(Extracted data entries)

◇ ◇ ◇

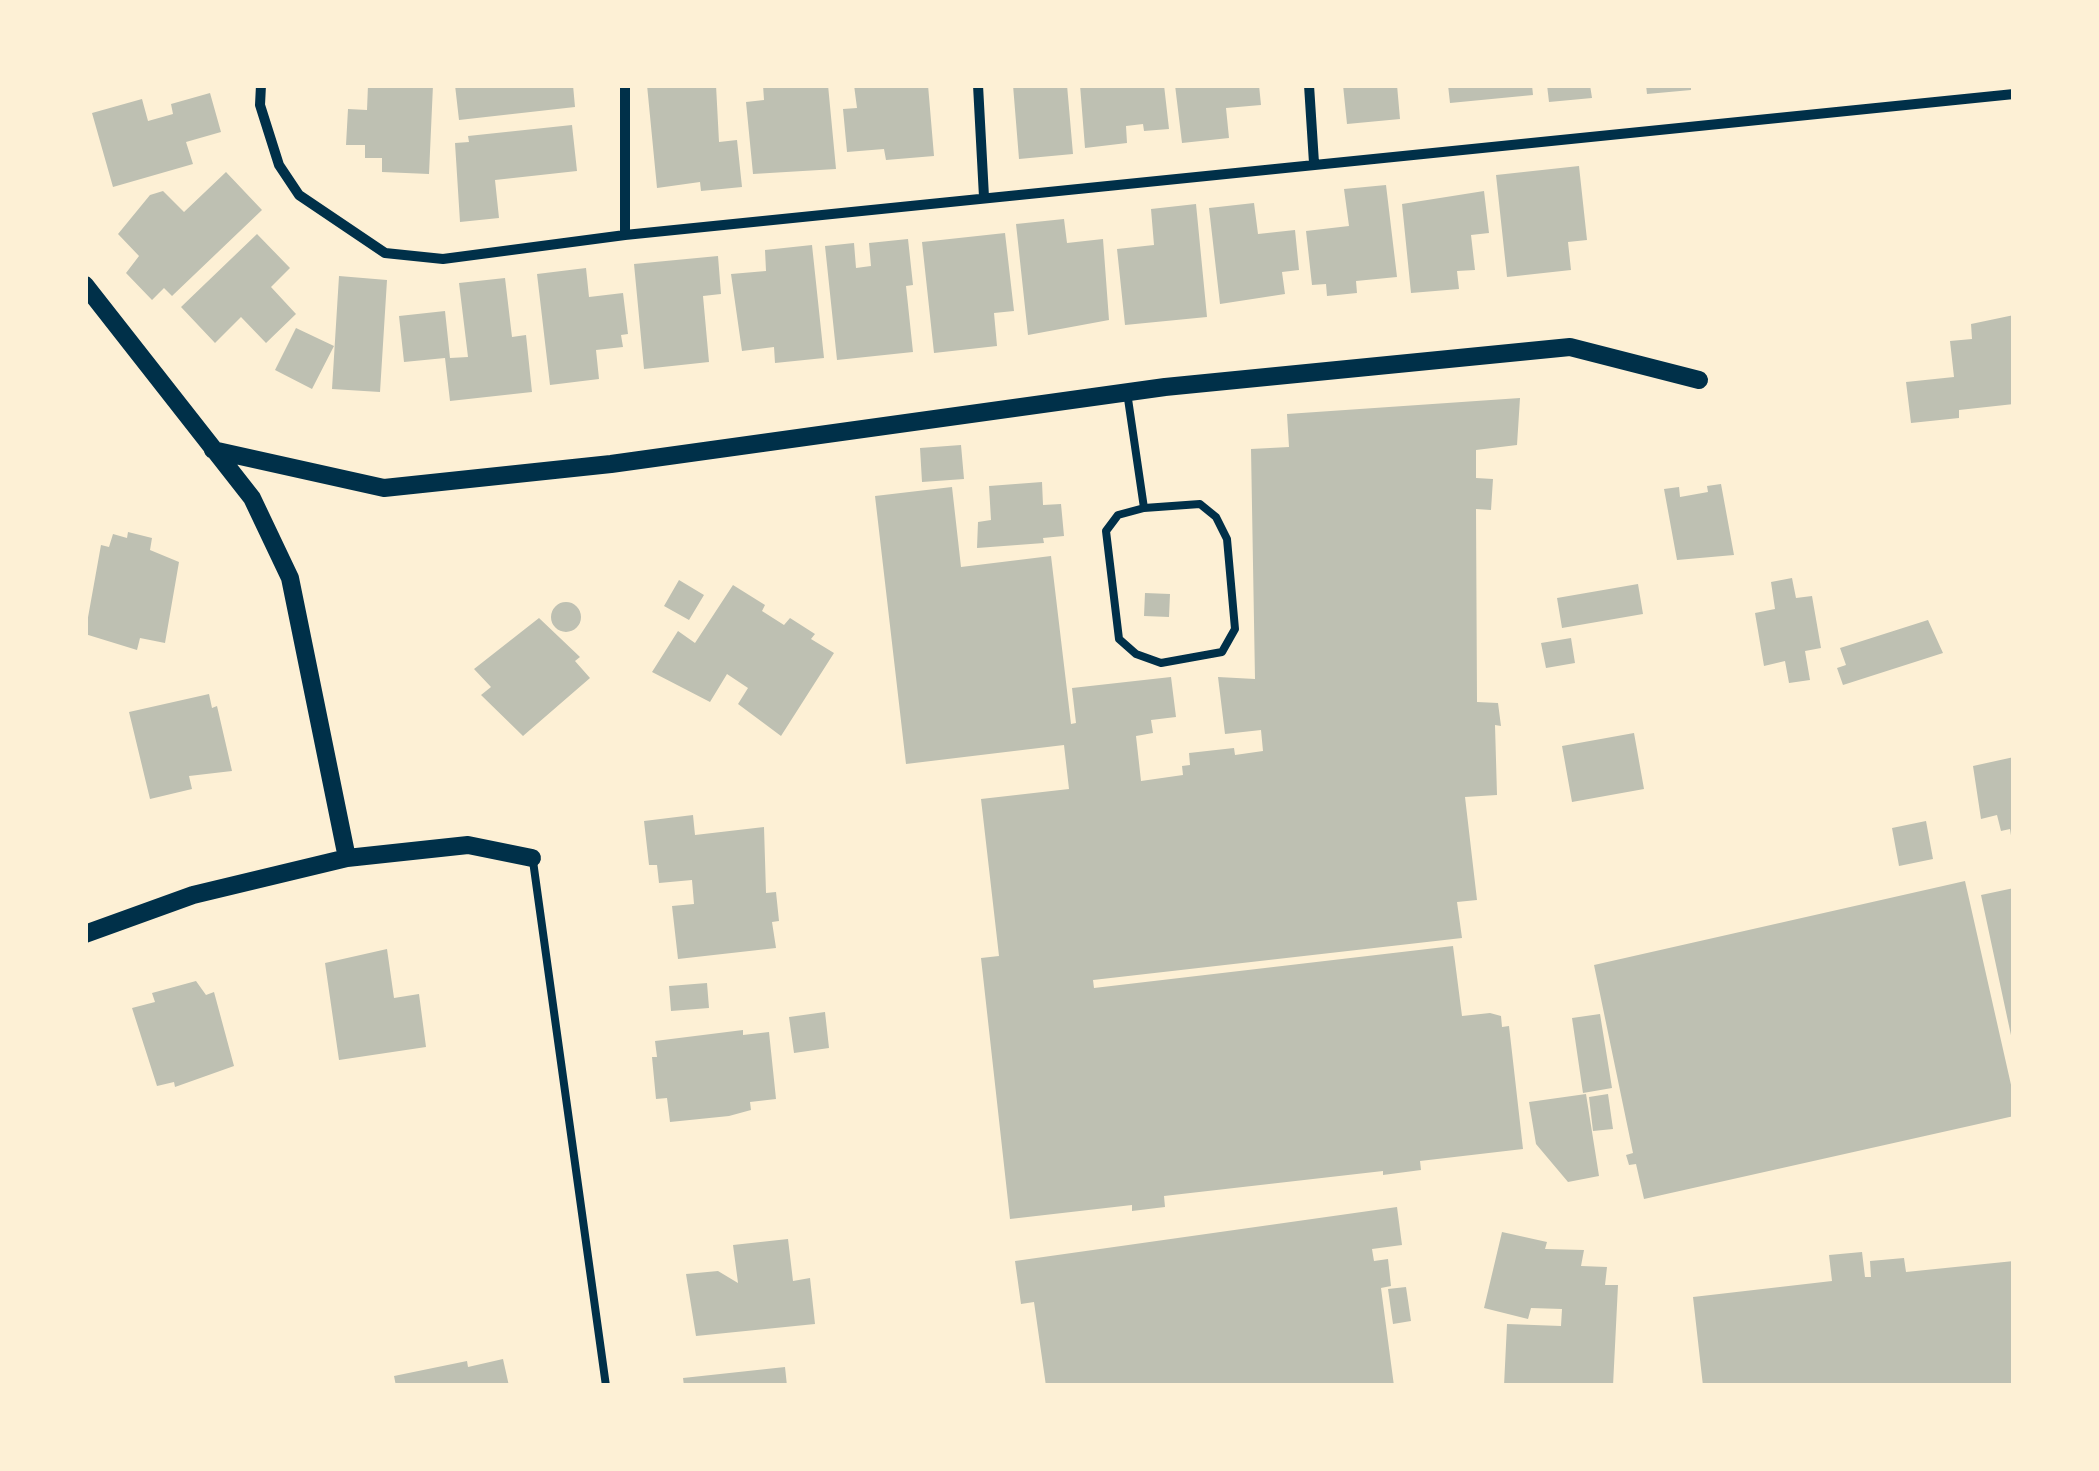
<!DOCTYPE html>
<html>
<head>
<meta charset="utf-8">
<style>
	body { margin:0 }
	#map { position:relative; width:2099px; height:1471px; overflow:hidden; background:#fdf0d5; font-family:Mulish,sans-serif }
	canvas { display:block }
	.frame { position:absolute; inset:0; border:88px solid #fdf0d5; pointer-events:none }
</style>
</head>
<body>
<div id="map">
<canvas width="2099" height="1471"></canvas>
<div class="frame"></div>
</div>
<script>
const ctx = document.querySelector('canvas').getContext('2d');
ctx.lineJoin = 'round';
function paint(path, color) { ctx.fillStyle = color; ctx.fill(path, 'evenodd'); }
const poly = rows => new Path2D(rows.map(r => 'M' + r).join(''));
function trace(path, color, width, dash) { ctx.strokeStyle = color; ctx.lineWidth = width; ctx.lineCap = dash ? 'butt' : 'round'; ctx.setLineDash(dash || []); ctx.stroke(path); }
paint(poly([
	[368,85,433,85,429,174,382,172,382,158,365,158,365,145,346,145,348,109,367,110],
	[455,85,573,85,575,107,459,120],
	[647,85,716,85,719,142,737,140,742,187,701,191,700,182,657,188],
	[763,85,828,85,836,169,753,174,746,102,764,100],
	[854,85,928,85,934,156,886,160,884,149,847,152,843,109,857,108],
	[1013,85,1067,85,1073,154,1019,159],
	[1080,85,1164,85,1169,129,1144,131,1143,124,1126,126,1127,143,1085,148],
	[1175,85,1259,85,1261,105,1226,108,1229,138,1182,143],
	[1343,85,1397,85,1400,119,1347,124],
	[1448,85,1532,85,1533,95,1450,103],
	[1547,85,1590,85,1592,98,1549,102],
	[1646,85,1691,85,1691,90,1647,94],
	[210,93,221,132,186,142,193,164,113,187,92,113,142,99,148,121,173,114,171,104],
	[572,125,577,171,495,180,499,218,460,222,455,143,469,142,468,136],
	[1579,166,1587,240,1568,242,1571,270,1507,277,1496,175],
	[226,172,262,210,172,296,164,288,152,300,126,273,139,256,118,234,150,195,163,191,184,212],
	[1386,185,1397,277,1356,281,1357,293,1327,296,1326,284,1312,285,1306,231,1349,226,1344,189],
	[1484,191,1489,233,1471,235,1475,270,1457,271,1459,289,1411,293,1402,204],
	[1254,203,1258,234,1295,230,1299,270,1282,272,1285,294,1220,304,1209,208],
	[1196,204,1207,317,1125,325,1117,249,1154,245,1151,209],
	[1064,219,1067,243,1103,239,1109,320,1028,335,1016,224],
	[1005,233,1014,311,994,313,997,346,934,353,922,242],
	[257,234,290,268,271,287,296,314,266,343,241,317,215,343,181,307],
	[908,239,913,285,906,286,913,352,837,360,825,246,854,243,856,268,871,266,869,243],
	[812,245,824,358,775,363,774,347,742,351,731,274,766,271,765,250],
	[718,256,721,294,703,296,709,362,644,369,634,264],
	[586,268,589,297,623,293,628,334,621,335,623,347,596,350,599,379,550,385,537,274],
	[339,276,387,280,380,392,332,389],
	[505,278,512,337,526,335,532,392,450,401,445,358,404,362,399,316,445,311,450,358,468,357,459,283],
	[2014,315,2014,404,1959,410,1959,418,1911,423,1906,382,1954,377,1950,341,1972,339,1971,324],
	[296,328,334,346,312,389,275,370],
	[1520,398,1517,445,1476,450,1476,478,1493,479,1491,510,1476,509,1477,702,1498,703,1501,726,1495,725,1497,795,1465,797,1477,900,1457,902,1462,938,1093,980,1094,988,1453,946,1462,1016,1490,1013,1501,1016,1502,1027,1509,1026,1523,1149,1420,1161,1421,1170,1383,1175,1383,1171,1164,1196,1165,1207,1132,1211,1132,1205,1010,1219,981,958,999,956,981,799,1069,789,1064,745,906,764,875,496,952,487,961,567,1051,556,1071,724,1076,723,1072,688,1171,677,1176,717,1151,720,1153,733,1136,736,1141,781,1183,775,1182,766,1190,765,1189,753,1234,748,1235,755,1263,751,1261,730,1225,734,1218,677,1255,679,1251,449,1289,447,1287,414],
	[961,445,964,479,922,482,920,448],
	[1042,482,1043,505,1061,504,1064,536,1043,538,1044,543,977,548,978,522,991,520,989,486],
	[1721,484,1734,555,1677,560,1664,489,1679,487,1680,497,1708,492,1707,486],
	[128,532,152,538,150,550,179,562,165,643,140,638,137,650,85,634,101,545,109,547,113,534,127,538],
	[1792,578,1796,598,1812,596,1821,648,1805,651,1810,680,1789,683,1785,661,1764,666,1755,613,1775,609,1771,582],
	[679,580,704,595,689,620,664,606],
	[1638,584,1643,614,1562,628,1557,598],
	[733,585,765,605,762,611,784,625,790,618,815,634,811,639,834,653,781,736,738,704,748,688,727,674,710,702,652,672,678,631,695,643],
	[1145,593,1170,594,1169,617,1144,616],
	'551 617a15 15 0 1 1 30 0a15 15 0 1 1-30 0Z',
	[539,618,580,657,575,661,590,678,523,736,481,695,491,687,474,669],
	[1928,620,1943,653,1843,685,1837,668,1846,665,1840,648],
	[1571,638,1575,663,1546,668,1541,643],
	[209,694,212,708,217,706,232,771,189,776,192,789,150,799,129,712],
	[1634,733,1644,789,1572,802,1562,746],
	[2014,757,2014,841,2012,842,2010,829,2001,831,1997,815,1981,819,1973,766],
	[693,815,695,835,764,827,766,893,776,892,779,921,772,922,776,948,678,959,672,906,694,904,692,880,659,883,657,865,649,865,644,821],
	[1926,821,1933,859,1899,866,1892,828],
	[1965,881,2014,1098,2014,1116,1644,1199,1636,1164,1629,1165,1626,1155,1633,1153,1594,965],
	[2014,888,2014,1040,2012,1040,1981,895],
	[387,949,394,998,419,994,426,1047,339,1060,325,963],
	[196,981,206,995,214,992,234,1066,175,1087,174,1082,157,1086,132,1008,155,1002,152,993],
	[707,983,709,1008,671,1011,669,986],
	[825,1012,829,1048,794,1053,789,1017],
	[1600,1014,1612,1088,1583,1093,1572,1018],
	[743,1030,743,1035,769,1032,776,1099,750,1102,751,1110,729,1116,670,1122,667,1098,656,1099,652,1057,657,1057,655,1041],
	[1586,1094,1599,1176,1568,1182,1536,1144,1529,1102],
	[1608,1094,1613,1129,1593,1131,1589,1097],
	[1397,1207,1402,1245,1372,1249,1374,1261,1388,1259,1391,1286,1381,1288,1394,1386,1046,1386,1034,1302,1021,1304,1015,1261],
	[1502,1232,1547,1242,1545,1249,1584,1250,1581,1266,1607,1267,1605,1285,1618,1285,1613,1386,1504,1386,1507,1324,1561,1326,1562,1309,1531,1308,1528,1319,1484,1308],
	[788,1239,793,1281,810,1278,815,1324,696,1336,686,1274,718,1271,738,1283,733,1245],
	[1862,1252,1865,1277,1871,1277,1870,1261,1904,1258,1906,1272,2014,1261,2014,1386,1703,1386,1693,1297,1832,1281,1829,1255],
	[1406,1287,1411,1321,1393,1324,1388,1289],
	[503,1359,509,1386,396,1386,394,1376,467,1361,468,1367],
	[785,1367,787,1386,684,1386,683,1378]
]), '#bec0b2');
trace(poly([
	[1127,392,1144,508,1200,504,1216,517,1227,539,1235,629,1222,652,1161,663,1136,654,1119,639,1106,531,1118,515,1144,508],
	[533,861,606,1386]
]), '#003049', 8);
trace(poly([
	[261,85,260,105,279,165,299,195,385,253,443,259,625,235,2014,94],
	[625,85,625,235],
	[978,85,984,197],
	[1309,85,1314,163]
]), '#003049', 10);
trace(poly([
	[85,285,252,498,290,578,347,858],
	[213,450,384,488,611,464,1165,387,1570,347,1699,380],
	[85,934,193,895,347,858,468,845,532,858]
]), '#003049', 18);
</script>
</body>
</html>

◇ ◇ ◇

** Task instructions **
If a line of the entries above holds the word "canvas", count it; report only how many such lines there are.

** Written solution **
3